I’m reading Zac Goldsmith’s book, The Constant Economy, at the moment. In it, he proposes “a political programme: a tool for voters, and a challenge to the political classes; a gauntlet thrown down at their feet”. As I haven’t finished it yet, I won’t say much about it. But one idea that recurs frequently is direct democracy (as also espoused by Dan Hannan, Douglas Carswell, Greg Clark, Nick Herbert, Jeremy Hunt, John Penrose, Theresa Villiers… the list goes on).

I am a huge fan of their ideas. I think that even where some of them are impractical at the moment, steps can be taken. I want to see a reversal of the role between state and citizen so the citizen holds the reins, and the state is there to enable our lives rather than run them.

Lots of the ideas suggested in the 2005 book and the 2008 one (The Plan) have or will become official party policy.  Which is great news.

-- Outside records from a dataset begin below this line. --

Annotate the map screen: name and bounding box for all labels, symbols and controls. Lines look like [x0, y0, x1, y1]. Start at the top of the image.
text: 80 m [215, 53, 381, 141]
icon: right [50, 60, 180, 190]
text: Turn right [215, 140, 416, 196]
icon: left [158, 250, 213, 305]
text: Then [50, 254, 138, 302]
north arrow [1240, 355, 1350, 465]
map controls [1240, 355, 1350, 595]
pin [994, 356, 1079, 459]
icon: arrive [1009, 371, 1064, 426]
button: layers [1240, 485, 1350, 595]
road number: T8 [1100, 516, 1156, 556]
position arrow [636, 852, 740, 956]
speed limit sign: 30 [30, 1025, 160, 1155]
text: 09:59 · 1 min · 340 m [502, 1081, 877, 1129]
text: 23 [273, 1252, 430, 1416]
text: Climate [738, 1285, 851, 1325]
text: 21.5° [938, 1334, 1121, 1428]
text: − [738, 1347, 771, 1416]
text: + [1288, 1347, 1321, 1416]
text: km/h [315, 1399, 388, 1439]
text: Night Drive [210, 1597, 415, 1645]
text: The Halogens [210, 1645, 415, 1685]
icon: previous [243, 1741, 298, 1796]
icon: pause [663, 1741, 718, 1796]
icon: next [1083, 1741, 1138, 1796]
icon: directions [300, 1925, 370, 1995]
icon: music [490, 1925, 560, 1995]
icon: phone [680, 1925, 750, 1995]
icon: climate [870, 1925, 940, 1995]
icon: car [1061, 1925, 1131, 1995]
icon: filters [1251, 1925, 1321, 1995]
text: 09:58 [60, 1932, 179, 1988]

One word of warning… Every time anyone mentions California (where I have sadly never been), it is held up as a paragon of voter initiatives and local control. They even have a recall mechanism which I think is absolutely essential (with appropriate safeguards – but who wants to wait 4 years to chuck out a corrupt politician?) and have argued for before.   But it appears that they forgot something in California. Apparently every single budget set-aside which is specifically voted on is then set in stone forever. So if, say, there was something in 1989 which particularly exercised voters, they got a vote up, won it, won some budget to do whatever it was they wanted, achieved it… the money still,  twenty years on, has to be spent on that project even though it was a success and isn’t needed any more.

So what’s needed as well is either sunset clauses, or an automatic cut-off at which point another vote needs to be won.  I know that is a lot of voting (so let’s see if we can make that more efficient as well) but it really will be essential to be able to say, yes – we did that. Now it’s time to move on.